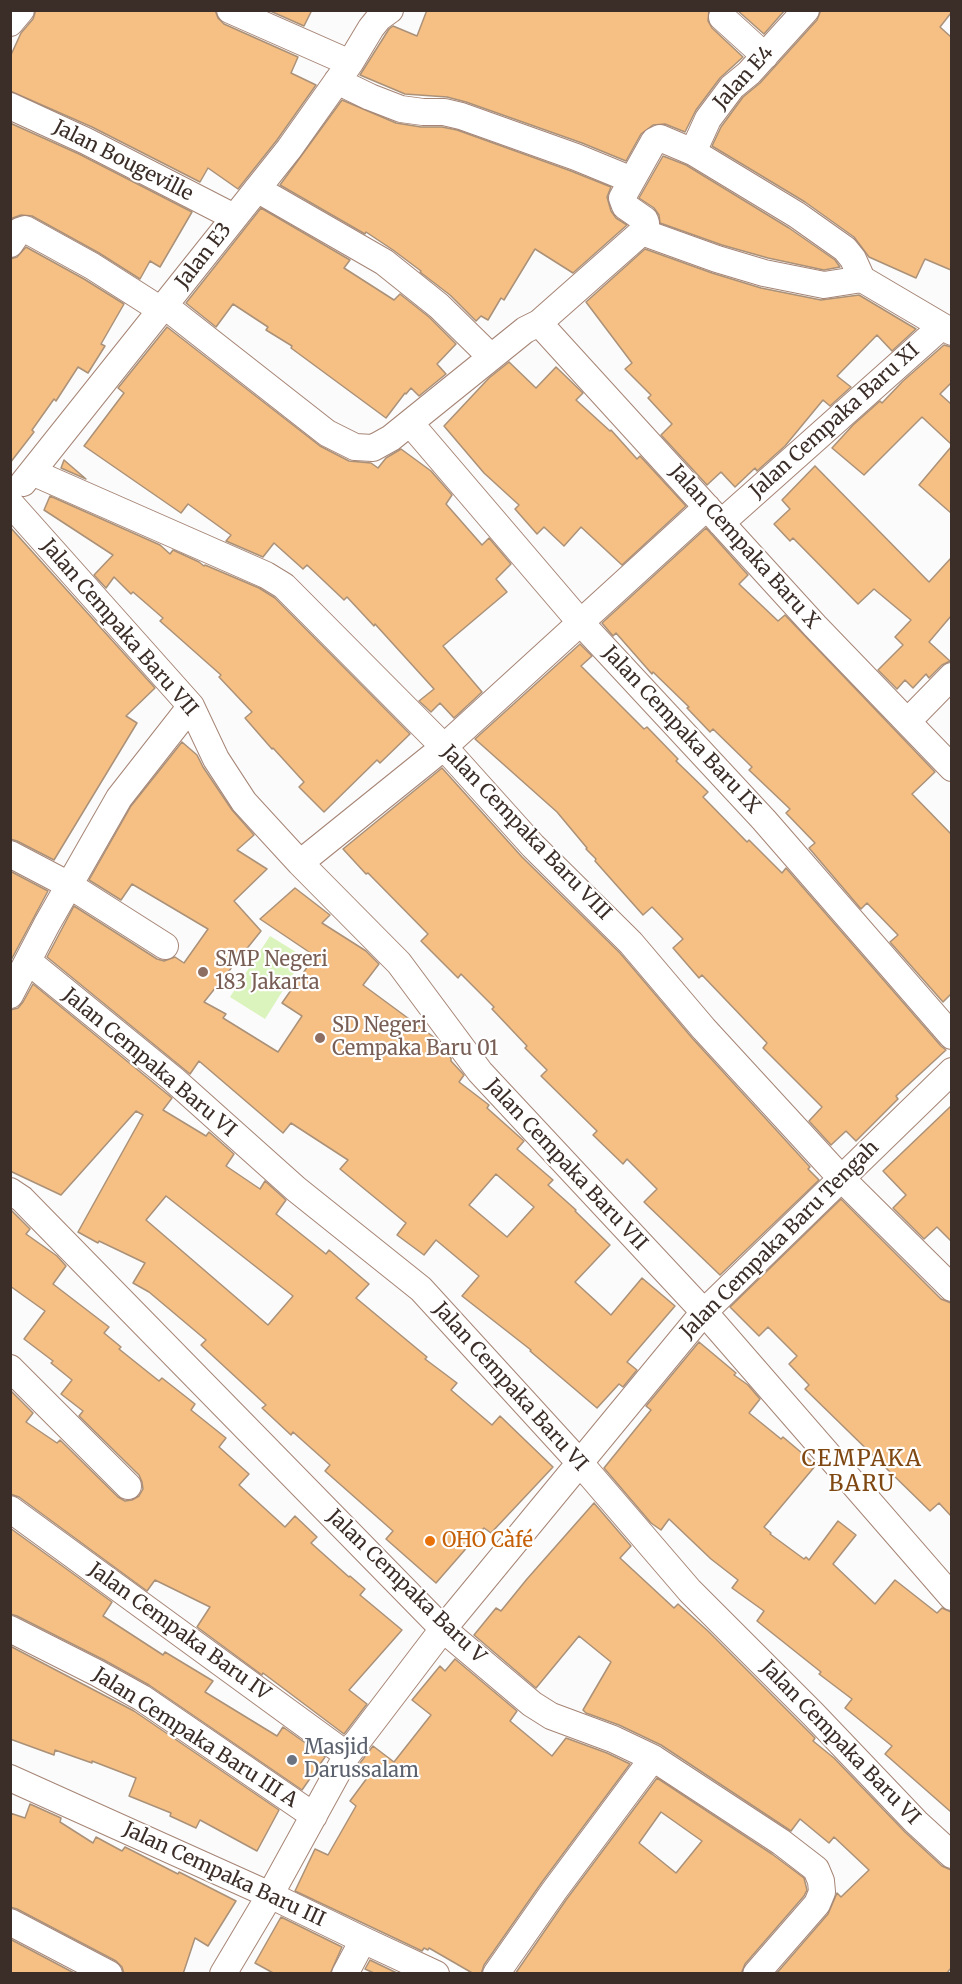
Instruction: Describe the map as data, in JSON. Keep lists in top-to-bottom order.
{
  "streets": {
    "street": [
      "Jalan E4",
      "Jalan Bougeville",
      "Jalan E3",
      "Jalan Cempaka Baru XI",
      "Jalan Cempaka Baru X",
      "Jalan Cempaka Baru VII",
      "Jalan Cempaka Baru IX",
      "Jalan Cempaka Baru VIII",
      "Jalan Cempaka Baru VI",
      "Jalan Cempaka Baru Tengah",
      "Jalan Cempaka Baru V",
      "Jalan Cempaka Baru IV",
      "Jalan Cempaka Baru III A",
      "Jalan Cempaka Baru III"
    ]
  },
  "crossings": [
    ["Jalan Bougeville", "Jalan E3"],
    ["Jalan E3", "Jalan Cempaka Baru VIII"],
    ["Jalan Cempaka Baru XI", "Jalan Cempaka Baru X"],
    ["Jalan Cempaka Baru XI", "Jalan Cempaka Baru VII"],
    ["Jalan Cempaka Baru XI", "Jalan Cempaka Baru IX"],
    ["Jalan Cempaka Baru XI", "Jalan Cempaka Baru VIII"],
    ["Jalan Cempaka Baru VII", "Jalan Cempaka Baru Tengah"],
    ["Jalan Cempaka Baru VIII", "Jalan Cempaka Baru Tengah"],
    ["Jalan Cempaka Baru VI", "Jalan Cempaka Baru Tengah"],
    ["Jalan Cempaka Baru Tengah", "Jalan Cempaka Baru V"],
    ["Jalan Cempaka Baru Tengah", "Jalan Cempaka Baru IV"],
    ["Jalan Cempaka Baru Tengah", "Jalan Cempaka Baru III A"],
    ["Jalan Cempaka Baru Tengah", "Jalan Cempaka Baru III"]
  ],
  "districts": ["CEMPAKA BARU"],
  "places": [
    "SMP Negeri 183 Jakarta",
    "SD Negeri Cempaka Baru 01",
    "OHO Càfé",
    "Masjid Darussalam"
  ]
}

+++++

Start to finish, write out the data above exactly, omitting all pictures.

◆ Result for this exercise ◆
Instruction: Describe the map as data, in JSON. Keep lists in top-to-bottom order.
{
  "streets": {
    "street": [
      "Jalan E4",
      "Jalan Bougeville",
      "Jalan E3",
      "Jalan Cempaka Baru XI",
      "Jalan Cempaka Baru X",
      "Jalan Cempaka Baru VII",
      "Jalan Cempaka Baru IX",
      "Jalan Cempaka Baru VIII",
      "Jalan Cempaka Baru VI",
      "Jalan Cempaka Baru Tengah",
      "Jalan Cempaka Baru V",
      "Jalan Cempaka Baru IV",
      "Jalan Cempaka Baru III A",
      "Jalan Cempaka Baru III"
    ]
  },
  "crossings": [
    ["Jalan Bougeville", "Jalan E3"],
    ["Jalan E3", "Jalan Cempaka Baru VIII"],
    ["Jalan Cempaka Baru XI", "Jalan Cempaka Baru X"],
    ["Jalan Cempaka Baru XI", "Jalan Cempaka Baru VII"],
    ["Jalan Cempaka Baru XI", "Jalan Cempaka Baru IX"],
    ["Jalan Cempaka Baru XI", "Jalan Cempaka Baru VIII"],
    ["Jalan Cempaka Baru VII", "Jalan Cempaka Baru Tengah"],
    ["Jalan Cempaka Baru VIII", "Jalan Cempaka Baru Tengah"],
    ["Jalan Cempaka Baru VI", "Jalan Cempaka Baru Tengah"],
    ["Jalan Cempaka Baru Tengah", "Jalan Cempaka Baru V"],
    ["Jalan Cempaka Baru Tengah", "Jalan Cempaka Baru IV"],
    ["Jalan Cempaka Baru Tengah", "Jalan Cempaka Baru III A"],
    ["Jalan Cempaka Baru Tengah", "Jalan Cempaka Baru III"]
  ],
  "districts": ["CEMPAKA BARU"],
  "places": [
    "SMP Negeri 183 Jakarta",
    "SD Negeri Cempaka Baru 01",
    "OHO Càfé",
    "Masjid Darussalam"
  ]
}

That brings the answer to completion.